The first prominent member of the family was the magistros Damian Dalassenos, who held the important post of doux of Antioch in 995/996–998. His sons also reached senior offices: two of them, Constantine and Theophylaktos, also occupied the post of doux of Antioch, while Romanos Dalassenos was katepano of Iberia. The East, and Antioch in particular, seem to have been the preserve and main power-base of the family during the first decades of the 11th century.

Constantine in particular was a favourite of Emperor Constantine VIII (r. 962–1028), who reportedly considered naming him his heir shortly before his death. Under Romanos III Argyros (r. 1028–1034) the family remained loyal, at least outwardly. Constantine, however, is accused in some sources of having played a role in the failure of Romanos's campaign against Aleppo in 1030. Constantine then emerged as the leader of the aristocratic opposition during the reigns of Michael IV the Paphlagonian (r. 1034–1041) and Michael V (r. 1041–1042). This led to repressive measures and the imprisonment and exile of most of the family by Michael IV's minister John the Orphanotrophos. After the overthrow of Michael V in 1042, Constantine was again considered as a potential emperor by the Empress Zoe (r. 1028–1050); the Empress, however, saw Constantine as a man of austere principles and ultimately chose Constantine IX Monomachos (r. 1042–1055).

In the 1060s and 1070s, members of the family, whose relation to the magistros Damian and his sons is unclear, served primarily as senior generals in the Balkans, like the doux of Skopje Damian in 1073 or the doux of Thessalonica Theodore in circa 1062. The family became most notable, however, through the marriage of the ambitious and capable Anna Dalassene (the great-granddaughter, on her mother's side, of the magistros Damian), to John Komnenos, the younger brother of the general and future emperor Isaac I Komnenos (r. 1057–1059).

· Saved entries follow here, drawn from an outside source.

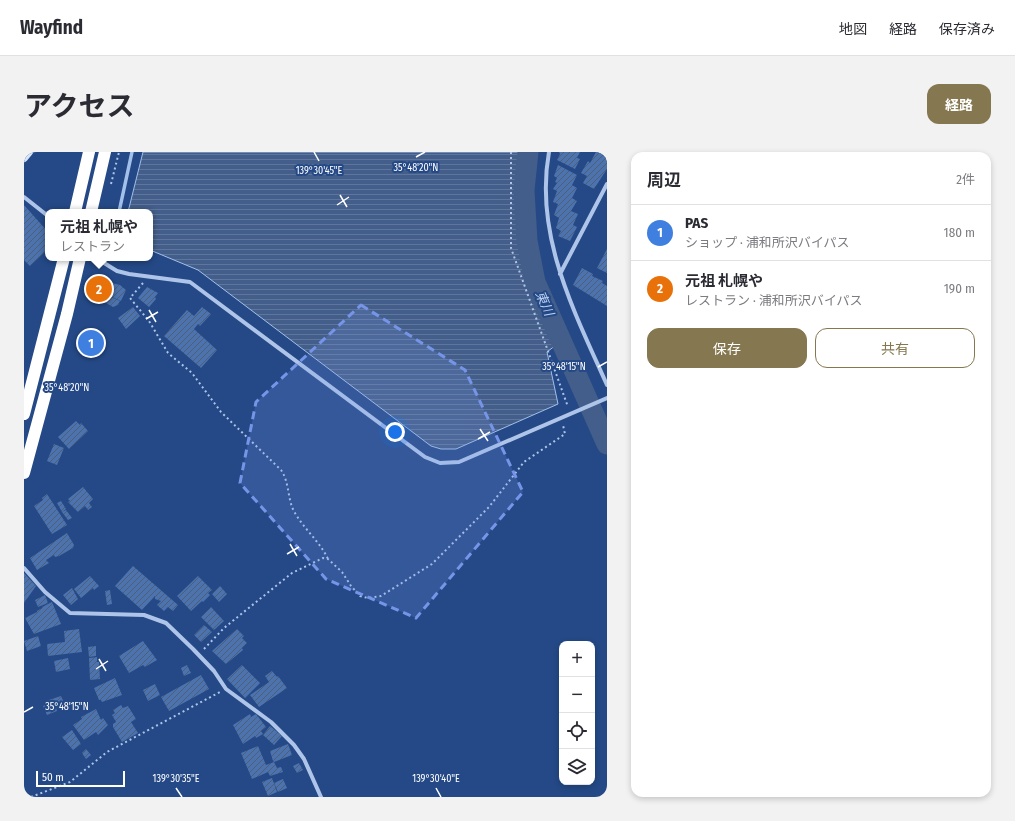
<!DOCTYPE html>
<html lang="ja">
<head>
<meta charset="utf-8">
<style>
	body { margin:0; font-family:"Fira Sans Condensed","Noto Sans JP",sans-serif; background:#f2f2f3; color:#2b2b33 }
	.controls { position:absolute; right:12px; bottom:12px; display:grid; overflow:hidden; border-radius:8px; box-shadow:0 2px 6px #0003 }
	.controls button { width:36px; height:36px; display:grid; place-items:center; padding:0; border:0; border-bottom:1px solid #e1e1e2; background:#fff; color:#2b2b33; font:20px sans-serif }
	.scale { position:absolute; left:12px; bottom:10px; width:89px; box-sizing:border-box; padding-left:4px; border:2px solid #fff; border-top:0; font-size:11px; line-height:14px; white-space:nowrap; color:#fff; -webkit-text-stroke:3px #244986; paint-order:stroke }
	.you { position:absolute; left:371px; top:280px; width:14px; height:14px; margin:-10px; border:3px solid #fff; border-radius:50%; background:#1a73e8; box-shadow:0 0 0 6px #1a73e833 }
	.badge { display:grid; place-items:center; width:26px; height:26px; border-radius:50%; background:#85774f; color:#fff; font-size:13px; font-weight:700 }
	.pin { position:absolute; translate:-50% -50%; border:2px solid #fff; box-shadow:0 1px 4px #0006 }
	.popup { position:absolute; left:21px; top:57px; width:108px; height:52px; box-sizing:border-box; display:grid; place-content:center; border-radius:8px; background:#fff; filter:drop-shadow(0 1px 3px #0005); font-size:13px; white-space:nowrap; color:#7c7c81 }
	.popup b { font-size:15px; color:#2b2b33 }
	.popup::after { content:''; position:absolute; left:50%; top:100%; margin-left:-8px; border:8px solid transparent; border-top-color:#fff }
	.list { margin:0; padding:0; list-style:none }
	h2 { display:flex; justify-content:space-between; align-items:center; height:52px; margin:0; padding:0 16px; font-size:17px }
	h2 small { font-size:13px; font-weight:400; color:#7c7c81 }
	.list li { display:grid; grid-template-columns:26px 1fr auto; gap:12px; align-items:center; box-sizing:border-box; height:56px; padding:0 16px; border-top:1px solid #e1e1e2 }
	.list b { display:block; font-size:15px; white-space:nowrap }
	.list p { margin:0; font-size:13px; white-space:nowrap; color:#7c7c81 }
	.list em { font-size:13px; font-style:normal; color:#7c7c81 }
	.actions { display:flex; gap:8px; padding:12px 16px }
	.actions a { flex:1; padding:9px 0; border:1px solid #85774f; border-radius:12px; text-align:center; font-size:14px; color:#85774f }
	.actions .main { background:#85774f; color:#fff }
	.icon { flex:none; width:22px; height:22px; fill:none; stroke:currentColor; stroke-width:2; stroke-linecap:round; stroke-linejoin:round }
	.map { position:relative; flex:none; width:583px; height:645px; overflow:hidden; border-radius:12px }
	header { display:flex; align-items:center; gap:24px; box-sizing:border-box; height:56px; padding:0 20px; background:#fff; border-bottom:1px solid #e1e1e2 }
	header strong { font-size:19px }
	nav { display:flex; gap:22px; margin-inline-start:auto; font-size:14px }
	.intro { display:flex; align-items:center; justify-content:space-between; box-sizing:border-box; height:96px; padding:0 24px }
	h1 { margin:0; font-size:28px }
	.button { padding:10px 18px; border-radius:12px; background:#85774f; color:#fff; font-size:14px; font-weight:700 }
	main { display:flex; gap:24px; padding:0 24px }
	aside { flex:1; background:#fff; border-radius:12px; box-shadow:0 2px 6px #0003 }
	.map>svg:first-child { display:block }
	.water { fill:url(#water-rules); stroke:#a2c0ea }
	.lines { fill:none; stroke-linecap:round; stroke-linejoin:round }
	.stream { stroke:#a2c0ea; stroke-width:3.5 }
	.river { stroke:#435e8a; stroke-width:21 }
	.building { fill:url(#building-hatch) }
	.path { stroke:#aec5e9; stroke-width:2; stroke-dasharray:2 3; stroke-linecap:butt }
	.street { stroke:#aec5e9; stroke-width:4 }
	.secondary { stroke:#d8e4f7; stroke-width:8 }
	.highway { stroke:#fff; stroke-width:12 }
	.marked { fill:#7795e8; fill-opacity:0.2; stroke:#7795e8; stroke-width:3; stroke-dasharray:8 5; stroke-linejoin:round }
	.ticks { fill:none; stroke:#fff; stroke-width:1.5 }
	.labels { text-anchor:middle; stroke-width:4; stroke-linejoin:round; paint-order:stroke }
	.water-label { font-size:13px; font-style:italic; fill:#b9d0f0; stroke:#244986 }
	.ticks-label { font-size:10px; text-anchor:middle; fill:#fff; stroke:#244986; stroke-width:4; stroke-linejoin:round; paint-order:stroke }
</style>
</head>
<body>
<header>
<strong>Wayfind</strong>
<nav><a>地図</a><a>経路</a><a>保存済み</a></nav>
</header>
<div class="intro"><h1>アクセス</h1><a class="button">経路</a></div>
<main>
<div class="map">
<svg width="583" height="645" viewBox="0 0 583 645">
	<defs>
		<pattern id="water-rules" width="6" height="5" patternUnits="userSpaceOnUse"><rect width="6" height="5" fill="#435e8a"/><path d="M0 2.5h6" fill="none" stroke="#5f769c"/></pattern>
		<pattern id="building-hatch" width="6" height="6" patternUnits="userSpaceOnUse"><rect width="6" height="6" fill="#4c73ae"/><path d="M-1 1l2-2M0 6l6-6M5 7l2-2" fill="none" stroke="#4c5e78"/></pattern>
	</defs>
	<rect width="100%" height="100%" fill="#244986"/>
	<path class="water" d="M119,0H499C490,47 495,97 509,143C515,160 524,177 532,193L523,200L534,252L432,297H417L407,294L174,118L126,98V60H104Z"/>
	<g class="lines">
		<path class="stream" d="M95,60L108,0"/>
		<path class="river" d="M504,0L500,38L503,89L511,130L583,292"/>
	</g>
	<path class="building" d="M535,0H556L553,6L556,7L551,17L533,8L536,2Z
		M572,0H583V17L570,37L559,31L563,24L557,21L564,9L566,11Z
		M534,13L553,23L548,33L553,36L548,46L553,49L547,59L554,62L549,73L553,75L546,89L534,84L537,79L532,76L535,66L530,63L534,52L529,50L533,39L529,37L533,31L531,30L533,26L530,24Z
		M0,53L24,80V97L6,114L0,108Z
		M583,97V121L573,116Z
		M558,116L569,122L568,124L579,129L578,131L583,134V154L549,133Z
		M84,130L96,133L102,138L97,149L79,141Z
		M123,135L134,141L131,145L132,147L125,155L114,146Z
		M80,142L96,149L94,153L89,155L77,148Z
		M109,155L116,164L102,177L94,166Z
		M178,155L187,162L176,174L174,172L170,177L193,198L177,216L140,184L163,158L170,164Z
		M52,269L56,273L57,271L64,279L45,297L34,285Z
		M30,292L40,296L33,313L23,309Z
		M59,335L69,347L65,351L68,355L64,358L61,354L54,360L44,350L46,349L44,347Z
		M23,342L43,373L28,382L10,354L19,348L18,346Z
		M37,349L42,357L38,360L33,351Z
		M42,358L48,366L44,368L38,360Z
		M43,381L50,393L49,396L35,404L31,405L30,403L22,408L25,411L13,418L6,406Z
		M109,414L154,453L149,459L144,455L140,459L133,453L137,449L131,447V444L118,458L91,434Z
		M0,421L12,434L0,451Z
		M66,424L75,434L70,438L69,436L57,446L50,437Z
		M174,424L188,438L184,441L186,443L179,450L178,449L167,459L153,444Z
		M196,434L203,442L195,450L188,442Z
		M48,436L54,447L47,453L39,443Z
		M86,438L88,452L83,453L81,439Z
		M21,443L24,451L14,455L11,448Z
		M28,450L37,472L10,482L1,466L13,460V459L18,456V455Z
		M187,455L200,469L190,478L177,465Z
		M180,473L188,480L177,490L170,483Z
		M55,477L58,500L24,504L23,492L41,490L40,479Z
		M213,477L220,484L218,486L223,491L218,496L219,498L202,512L188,499Z
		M14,484L17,494L3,499L0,489Z
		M119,489L133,508L121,515L119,513L105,521L95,504Z
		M72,494V504L65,505L64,495Z
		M73,505V510H75L76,527L66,528L65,506Z
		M44,506L46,517L32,520L30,509Z
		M163,513L167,521L160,524L157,516Z
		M218,513L236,531L221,546L203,527Z
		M248,519L253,525L254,524L263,536L235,555L226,543L245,530L241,524Z
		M177,523L185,537L145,559L137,545Z
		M91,526L98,543L78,550L77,548H75L70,536Z
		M131,532L136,543L124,549L119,538Z
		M37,544L41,553L32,556L33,559L23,563L19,554L23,552L22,549Z
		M97,553L99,556L104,554L112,567L107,570L114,581L98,590L89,575V572L92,570L88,563L91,561L89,558Z
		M72,557L77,568L79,566L84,573L74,583L72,580L60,588L49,573L58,567L57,565Z
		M226,562L227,565L232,562L242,575L237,579L239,582L232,586L231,584L219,592L209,573Z
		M246,574L258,584L250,593L239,583Z
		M48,578L57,592L49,598L38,585Z
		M264,592L268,603L250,610L249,609L246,599Z
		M234,594L242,613L250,610L253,616L257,615L259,620L246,624L244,620L228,627L217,601Z
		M62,597L67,603L62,607L58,601Z
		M275,611L279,618L273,621L269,614Z
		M248,626L253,640L244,644L238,630Z
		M259,627L263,636L254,640L250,631Z"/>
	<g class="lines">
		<path class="path" d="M487,0V96L544,255
			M87,32L95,0
			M119,131L106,146L125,169L144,201L168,221L197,260L257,318C266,331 263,348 271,361C281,378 296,390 304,407
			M180,497L200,476L268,421L299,406L304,407L318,420L327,434L336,444L344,446L357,444L408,412L465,355L500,310L541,282L539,273
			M7,645L46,630L83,600L196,540"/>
		<path class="street" d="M525,0C510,83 550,159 583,233
			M0,45L24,64
			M72,106L93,119L105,122L166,130L401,305L416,311L435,310L583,246
			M536,122L583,32
			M0,416L21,440L46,461L120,463L142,471L169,497L190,519L202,537L247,570L270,593L280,607L297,645"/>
		<path class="secondary" d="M0,6L5,0"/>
		<path class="highway" d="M51,60L65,0
			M67,60L81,0
			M0,262L40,106
			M0,321L43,162L56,106"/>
	</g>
	<path class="marked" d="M337,153L441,218L499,340L392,466L302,427L216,331L232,250Z"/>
	<path class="ticks" d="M290,0L295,9M392,5L401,0M316,43L323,55M313,53L325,45M125,158L132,170M122,167L134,160M574,215L583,210M0,241L9,236M456,277L464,289M454,287L466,280M266,392L273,404M263,402L275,395M75,507L82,519M72,517L84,509M0,560L9,555M152,636L158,645M412,636L417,645"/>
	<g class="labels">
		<g class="water-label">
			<text transform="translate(521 151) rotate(66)" y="5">東川</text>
		</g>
	</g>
	<g class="ticks-label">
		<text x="392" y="19">35°48'20"N</text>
		<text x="295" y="22">139°30'45"E</text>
		<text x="540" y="218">35°48'15"N</text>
		<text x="43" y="239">35°48'20"N</text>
		<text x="43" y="558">35°48'15"N</text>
		<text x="152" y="630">139°30'35"E</text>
		<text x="412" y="630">139°30'40"E</text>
	</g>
</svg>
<div class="controls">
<button>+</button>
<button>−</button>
<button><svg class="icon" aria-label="locate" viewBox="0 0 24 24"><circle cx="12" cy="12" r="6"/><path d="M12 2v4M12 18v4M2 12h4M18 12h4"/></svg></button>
<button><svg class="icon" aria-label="layers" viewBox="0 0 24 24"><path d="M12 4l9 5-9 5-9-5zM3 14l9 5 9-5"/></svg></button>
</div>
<div class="scale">50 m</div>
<div class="you"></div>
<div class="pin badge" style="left:67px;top:191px;background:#3f7fe0">1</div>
<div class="pin badge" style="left:75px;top:137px;background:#e8710a">2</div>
<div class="popup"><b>元祖 札幌や</b>レストラン</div>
</div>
<aside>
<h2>周辺<small>2件</small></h2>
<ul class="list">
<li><span class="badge" style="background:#3f7fe0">1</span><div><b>PAS</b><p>ショップ · 浦和所沢バイパス</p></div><em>180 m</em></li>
<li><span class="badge" style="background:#e8710a">2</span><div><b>元祖 札幌や</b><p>レストラン · 浦和所沢バイパス</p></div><em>190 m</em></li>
</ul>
<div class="actions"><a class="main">保存</a><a>共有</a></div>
</aside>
</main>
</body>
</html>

Anna resolutely advanced her children's careers, until her son Alexios I Komnenos ascended the throne in 1081. During Alexios's frequent absences from Constantinople on campaign, she served as the regent of the Byzantine Empire.

==Later members==
The admiral Constantine Dalassenos played a significant role in the early reign of Alexios I Komnenos, but most members of the family known thereafter are civil officials. The most prominent of the 12th-century Dalassenoi was John Dalassenos Rogerios, who was named Caesar circa 1138 and led an unsuccessful conspiracy against Manuel I Komnenos (r. 1143–1180).

The Dalassenos name remained prominent until the end of the 12th century, but declined thereafter, and in the later Empire the name appears only rarely, and then among lower levels of society.